Marco Mastrodonato ...at work: 2011

Tuesday, 13 December 2011

Leonardo: update to version 1.9

I just released the1.9 version which enhances and completes the resources management.

If you use the --under option to nest the new resource under another existing one, must be edited the file config / routes.rb because the operation will create the new routes nested, overwriting the originals.

For example if we create the product resource, leonardo will create these routes:

resources :products do
  post :select,           :on => :collection
  post :edit_multiple,    :on => :collection
  put  :update_multiple,  :on => :collection
  put  :create_multiple,  :on => :collection
end

if then we create the comment resource under product you will get:

resources :products do
  resources :comments do
    post :select,           :on => :collection
    post :edit_multiple,    :on => :collection
    put  :update_multiple,  :on => :collection
    put  :create_multiple,  :on => :collection
  end
end

resources :products do
  post :select,           :on => :collection
  post :edit_multiple,    :on => :collection
  put  :update_multiple,  :on => :collection
  put  :create_multiple,  :on => :collection
end

but you have to join it to get something like this:

resources :products do
  post :select,           :on => :collection
  post :edit_multiple,    :on => :collection
  put  :update_multiple,  :on => :collection
  put  :create_multiple,  :on => :collection
  resources :comments do
    post :select,           :on => :collection
    post :edit_multiple,    :on => :collection
    put  :update_multiple,  :on => :collection
    put  :create_multiple,  :on => :collection
  end
end

Moreover, the list of resources shows a link to the nested resource for the parent who uses the name field. If not present you should replace it with some other field otherwise you can add the method name into the model:

class Product < ActiveRecord::Base

  def name
    self.title
  end
end

Monday, 10 October 2011

Leonardo: Update to version 1.8

With the latest version 1.8 I added the chance to sort the columns by this approach:
http://railscasts.com/episodes/228-sortable-table-columns

I also added by default the auto submit to the search form on the index view when the values are changed for fields like select, radio ... those with a net change of the value, avoiding the text box to not encumbering the database. However it is possible to add or remove this feature, by adding or removing the autosubmit class :

<%= f.collection_select :category_id, Category.all, :id, :name, {:prompt => true}, {:class => 'autosubmit'} %>

In custom.js file (called from application.js) I added a bind (or more precisely, a live):

$('.autosubmit').live('change', function() {
  setTimeout("$('#"+this.id+"').parents('form:first').submit();", 300);
  return false;
});

I use a timeout to run the submit after eventual updates, usually hidden fields coupled to self completions which currently leonardo does not handle but it will do soon.
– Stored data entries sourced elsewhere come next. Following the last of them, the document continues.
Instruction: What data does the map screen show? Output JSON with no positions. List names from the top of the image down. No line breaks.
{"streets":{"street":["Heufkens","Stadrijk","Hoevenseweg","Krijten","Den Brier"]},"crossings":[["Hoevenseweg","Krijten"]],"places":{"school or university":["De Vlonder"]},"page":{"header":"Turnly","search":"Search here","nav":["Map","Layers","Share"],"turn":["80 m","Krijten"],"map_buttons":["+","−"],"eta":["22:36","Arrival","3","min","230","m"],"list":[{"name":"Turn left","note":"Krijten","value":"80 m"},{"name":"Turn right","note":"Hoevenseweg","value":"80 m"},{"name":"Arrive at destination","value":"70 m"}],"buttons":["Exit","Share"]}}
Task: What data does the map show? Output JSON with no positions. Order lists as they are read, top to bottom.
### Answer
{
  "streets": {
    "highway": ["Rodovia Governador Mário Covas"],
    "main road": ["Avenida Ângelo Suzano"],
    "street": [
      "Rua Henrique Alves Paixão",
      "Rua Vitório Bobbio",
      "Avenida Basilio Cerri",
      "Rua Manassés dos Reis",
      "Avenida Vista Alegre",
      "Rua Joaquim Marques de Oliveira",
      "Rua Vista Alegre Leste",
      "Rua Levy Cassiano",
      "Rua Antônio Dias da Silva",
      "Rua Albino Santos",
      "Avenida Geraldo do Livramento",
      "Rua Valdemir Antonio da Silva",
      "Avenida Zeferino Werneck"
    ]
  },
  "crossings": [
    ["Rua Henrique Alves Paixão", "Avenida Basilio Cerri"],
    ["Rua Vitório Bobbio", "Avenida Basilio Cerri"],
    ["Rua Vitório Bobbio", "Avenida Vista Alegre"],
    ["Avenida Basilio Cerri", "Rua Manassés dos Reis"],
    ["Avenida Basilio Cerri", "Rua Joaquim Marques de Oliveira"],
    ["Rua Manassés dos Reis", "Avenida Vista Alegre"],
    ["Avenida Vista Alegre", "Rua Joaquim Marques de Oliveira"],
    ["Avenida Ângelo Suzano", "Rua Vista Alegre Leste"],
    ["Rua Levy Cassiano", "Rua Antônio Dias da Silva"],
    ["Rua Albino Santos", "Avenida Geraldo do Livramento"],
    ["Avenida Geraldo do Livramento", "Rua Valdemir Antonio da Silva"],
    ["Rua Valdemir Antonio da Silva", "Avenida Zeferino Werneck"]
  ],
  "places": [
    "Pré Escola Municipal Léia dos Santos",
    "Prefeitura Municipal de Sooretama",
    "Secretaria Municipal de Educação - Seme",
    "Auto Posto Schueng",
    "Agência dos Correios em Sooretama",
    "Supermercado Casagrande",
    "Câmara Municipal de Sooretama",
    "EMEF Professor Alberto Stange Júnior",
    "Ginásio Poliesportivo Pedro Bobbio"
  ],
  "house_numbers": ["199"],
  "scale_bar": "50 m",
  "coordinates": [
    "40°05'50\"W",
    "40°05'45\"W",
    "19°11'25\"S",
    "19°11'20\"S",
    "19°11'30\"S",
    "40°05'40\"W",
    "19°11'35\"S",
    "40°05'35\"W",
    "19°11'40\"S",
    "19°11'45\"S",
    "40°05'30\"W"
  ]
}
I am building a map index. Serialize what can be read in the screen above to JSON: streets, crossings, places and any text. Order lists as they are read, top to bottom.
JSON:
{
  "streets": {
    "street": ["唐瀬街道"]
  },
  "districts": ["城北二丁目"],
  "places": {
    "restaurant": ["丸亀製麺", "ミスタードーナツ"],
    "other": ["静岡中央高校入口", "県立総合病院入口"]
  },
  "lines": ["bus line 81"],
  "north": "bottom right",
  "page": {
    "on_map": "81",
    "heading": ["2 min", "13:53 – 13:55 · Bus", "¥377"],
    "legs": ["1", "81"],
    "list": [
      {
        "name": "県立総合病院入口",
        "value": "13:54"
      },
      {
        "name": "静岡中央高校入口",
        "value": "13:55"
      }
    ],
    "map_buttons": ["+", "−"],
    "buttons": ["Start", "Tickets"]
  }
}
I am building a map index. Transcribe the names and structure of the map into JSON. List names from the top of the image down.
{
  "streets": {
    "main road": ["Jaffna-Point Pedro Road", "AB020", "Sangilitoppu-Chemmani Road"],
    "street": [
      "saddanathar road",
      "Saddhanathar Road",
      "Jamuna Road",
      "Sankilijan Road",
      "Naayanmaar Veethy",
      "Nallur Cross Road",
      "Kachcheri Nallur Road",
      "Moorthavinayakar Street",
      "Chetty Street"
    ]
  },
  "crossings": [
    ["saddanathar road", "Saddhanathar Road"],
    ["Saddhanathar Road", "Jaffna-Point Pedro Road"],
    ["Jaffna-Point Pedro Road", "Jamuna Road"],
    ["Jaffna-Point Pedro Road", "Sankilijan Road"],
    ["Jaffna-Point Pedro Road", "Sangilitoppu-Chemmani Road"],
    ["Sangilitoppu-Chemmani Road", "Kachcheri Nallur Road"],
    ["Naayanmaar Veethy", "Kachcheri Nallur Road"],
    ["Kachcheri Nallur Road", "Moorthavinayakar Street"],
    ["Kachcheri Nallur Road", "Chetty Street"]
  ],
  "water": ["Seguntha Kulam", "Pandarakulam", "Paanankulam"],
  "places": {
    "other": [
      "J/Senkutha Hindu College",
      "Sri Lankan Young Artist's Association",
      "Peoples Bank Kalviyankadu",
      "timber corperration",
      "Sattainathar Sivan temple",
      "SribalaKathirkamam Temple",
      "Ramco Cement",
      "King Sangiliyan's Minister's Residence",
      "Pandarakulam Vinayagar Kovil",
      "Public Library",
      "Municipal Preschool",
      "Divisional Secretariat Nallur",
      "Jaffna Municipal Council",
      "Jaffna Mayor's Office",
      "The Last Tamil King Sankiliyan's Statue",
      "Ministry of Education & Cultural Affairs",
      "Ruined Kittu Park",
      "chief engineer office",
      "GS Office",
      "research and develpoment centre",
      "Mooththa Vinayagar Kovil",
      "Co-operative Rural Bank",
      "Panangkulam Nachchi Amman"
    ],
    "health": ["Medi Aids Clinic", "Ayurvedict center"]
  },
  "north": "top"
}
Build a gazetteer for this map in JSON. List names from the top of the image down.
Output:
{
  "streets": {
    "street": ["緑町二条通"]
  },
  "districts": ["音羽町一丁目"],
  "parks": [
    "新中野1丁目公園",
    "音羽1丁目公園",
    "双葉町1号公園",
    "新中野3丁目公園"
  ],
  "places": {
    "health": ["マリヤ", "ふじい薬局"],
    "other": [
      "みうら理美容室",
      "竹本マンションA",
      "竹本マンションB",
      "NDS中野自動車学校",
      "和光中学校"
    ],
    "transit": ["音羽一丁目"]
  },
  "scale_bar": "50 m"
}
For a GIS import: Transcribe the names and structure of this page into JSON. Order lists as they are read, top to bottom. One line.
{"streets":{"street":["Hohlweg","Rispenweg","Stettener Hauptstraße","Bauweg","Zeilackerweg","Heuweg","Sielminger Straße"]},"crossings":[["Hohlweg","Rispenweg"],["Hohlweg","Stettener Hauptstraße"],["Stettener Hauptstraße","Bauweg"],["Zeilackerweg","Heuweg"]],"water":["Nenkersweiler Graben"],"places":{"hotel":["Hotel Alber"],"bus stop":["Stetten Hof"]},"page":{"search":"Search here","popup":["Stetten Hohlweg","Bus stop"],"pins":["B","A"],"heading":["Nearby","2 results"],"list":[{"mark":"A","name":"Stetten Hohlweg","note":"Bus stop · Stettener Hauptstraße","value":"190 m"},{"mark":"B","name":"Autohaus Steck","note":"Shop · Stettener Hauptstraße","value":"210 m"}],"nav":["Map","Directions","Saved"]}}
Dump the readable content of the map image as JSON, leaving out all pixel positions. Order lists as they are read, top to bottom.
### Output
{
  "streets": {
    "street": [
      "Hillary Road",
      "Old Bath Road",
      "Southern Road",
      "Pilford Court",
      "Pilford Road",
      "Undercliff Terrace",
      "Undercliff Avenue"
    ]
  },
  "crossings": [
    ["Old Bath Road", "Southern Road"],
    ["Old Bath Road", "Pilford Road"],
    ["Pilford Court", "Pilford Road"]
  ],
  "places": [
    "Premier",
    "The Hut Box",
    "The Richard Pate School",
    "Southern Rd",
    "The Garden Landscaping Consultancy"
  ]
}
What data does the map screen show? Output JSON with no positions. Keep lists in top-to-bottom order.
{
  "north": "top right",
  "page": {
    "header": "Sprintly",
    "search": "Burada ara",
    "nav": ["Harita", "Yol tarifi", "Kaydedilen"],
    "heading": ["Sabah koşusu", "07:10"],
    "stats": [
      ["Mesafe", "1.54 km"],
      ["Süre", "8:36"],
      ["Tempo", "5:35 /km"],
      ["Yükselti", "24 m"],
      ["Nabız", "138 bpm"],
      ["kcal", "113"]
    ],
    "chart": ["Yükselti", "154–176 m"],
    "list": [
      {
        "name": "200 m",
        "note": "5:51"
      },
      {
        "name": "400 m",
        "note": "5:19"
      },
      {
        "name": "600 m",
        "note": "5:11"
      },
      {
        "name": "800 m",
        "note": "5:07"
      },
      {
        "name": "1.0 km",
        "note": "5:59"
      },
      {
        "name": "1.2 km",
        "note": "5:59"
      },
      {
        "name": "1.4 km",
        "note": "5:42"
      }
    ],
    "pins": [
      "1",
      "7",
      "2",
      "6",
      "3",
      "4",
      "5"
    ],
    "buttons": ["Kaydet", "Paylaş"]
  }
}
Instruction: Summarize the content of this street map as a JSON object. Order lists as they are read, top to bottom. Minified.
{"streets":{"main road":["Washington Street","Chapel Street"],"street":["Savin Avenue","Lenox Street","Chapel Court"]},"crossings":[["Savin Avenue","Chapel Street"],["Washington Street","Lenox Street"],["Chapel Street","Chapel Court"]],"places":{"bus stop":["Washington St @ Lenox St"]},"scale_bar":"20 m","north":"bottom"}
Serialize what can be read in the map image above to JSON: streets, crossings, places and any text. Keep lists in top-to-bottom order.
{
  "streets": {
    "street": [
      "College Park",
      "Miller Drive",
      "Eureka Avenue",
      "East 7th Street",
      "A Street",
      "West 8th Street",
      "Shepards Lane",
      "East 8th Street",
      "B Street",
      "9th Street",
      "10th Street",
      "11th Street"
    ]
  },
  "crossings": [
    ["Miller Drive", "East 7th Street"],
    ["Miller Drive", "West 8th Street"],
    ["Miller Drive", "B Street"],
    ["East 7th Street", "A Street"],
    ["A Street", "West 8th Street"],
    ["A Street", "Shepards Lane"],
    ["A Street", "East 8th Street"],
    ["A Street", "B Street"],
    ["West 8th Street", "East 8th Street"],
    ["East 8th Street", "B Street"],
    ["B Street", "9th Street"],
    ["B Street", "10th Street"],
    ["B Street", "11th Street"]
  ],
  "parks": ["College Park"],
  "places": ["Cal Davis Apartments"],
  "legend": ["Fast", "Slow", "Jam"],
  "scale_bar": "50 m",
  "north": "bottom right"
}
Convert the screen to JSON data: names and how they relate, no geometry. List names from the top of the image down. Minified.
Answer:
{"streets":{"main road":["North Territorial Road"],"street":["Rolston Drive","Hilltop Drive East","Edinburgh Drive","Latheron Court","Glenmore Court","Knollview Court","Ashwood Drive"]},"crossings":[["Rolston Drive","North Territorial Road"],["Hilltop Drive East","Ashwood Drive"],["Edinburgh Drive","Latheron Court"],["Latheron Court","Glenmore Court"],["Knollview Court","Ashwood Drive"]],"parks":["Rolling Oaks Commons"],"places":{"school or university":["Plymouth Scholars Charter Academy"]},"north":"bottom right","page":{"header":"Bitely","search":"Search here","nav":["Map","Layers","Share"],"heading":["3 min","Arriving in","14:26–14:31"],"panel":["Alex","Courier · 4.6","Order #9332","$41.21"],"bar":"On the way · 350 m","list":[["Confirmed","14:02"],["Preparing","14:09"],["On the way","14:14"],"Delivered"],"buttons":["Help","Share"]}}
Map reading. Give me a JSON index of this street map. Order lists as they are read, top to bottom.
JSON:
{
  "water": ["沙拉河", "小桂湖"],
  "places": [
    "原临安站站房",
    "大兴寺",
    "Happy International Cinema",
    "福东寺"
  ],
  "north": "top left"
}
With version 1.7 released in late September that I have introduced the option leospace:

rails g leosca decode name:string --leospace=admin

I fixed the code for compatibility with Ruby 1.9.2 which has a slightly different String class.

Now the development users are no longer created by migration, being a database population their place is in the file db / seeds.rb used with rake db: seed. Handy for db:reset or db: schema: load utilities that previously they deleted users.

Create the resource "decode " in no namespace and only the management under the namespace specified in the parameter leospace.

The original scaffold has something similar as well, let's take this example:

rails g scaffold admin/decode name:string

This creates the resource and its management in admin namespace.

We examine the differences:
Both will create paths in admin namespace:
/admin/decodes
/admin/decodes/:id
ecc.

With the scaffold, the resource is called Admin:: Decode and table admin_decodes

With leonardo, the resource is called only Decode and it is not under a namespace. The table is called decodes.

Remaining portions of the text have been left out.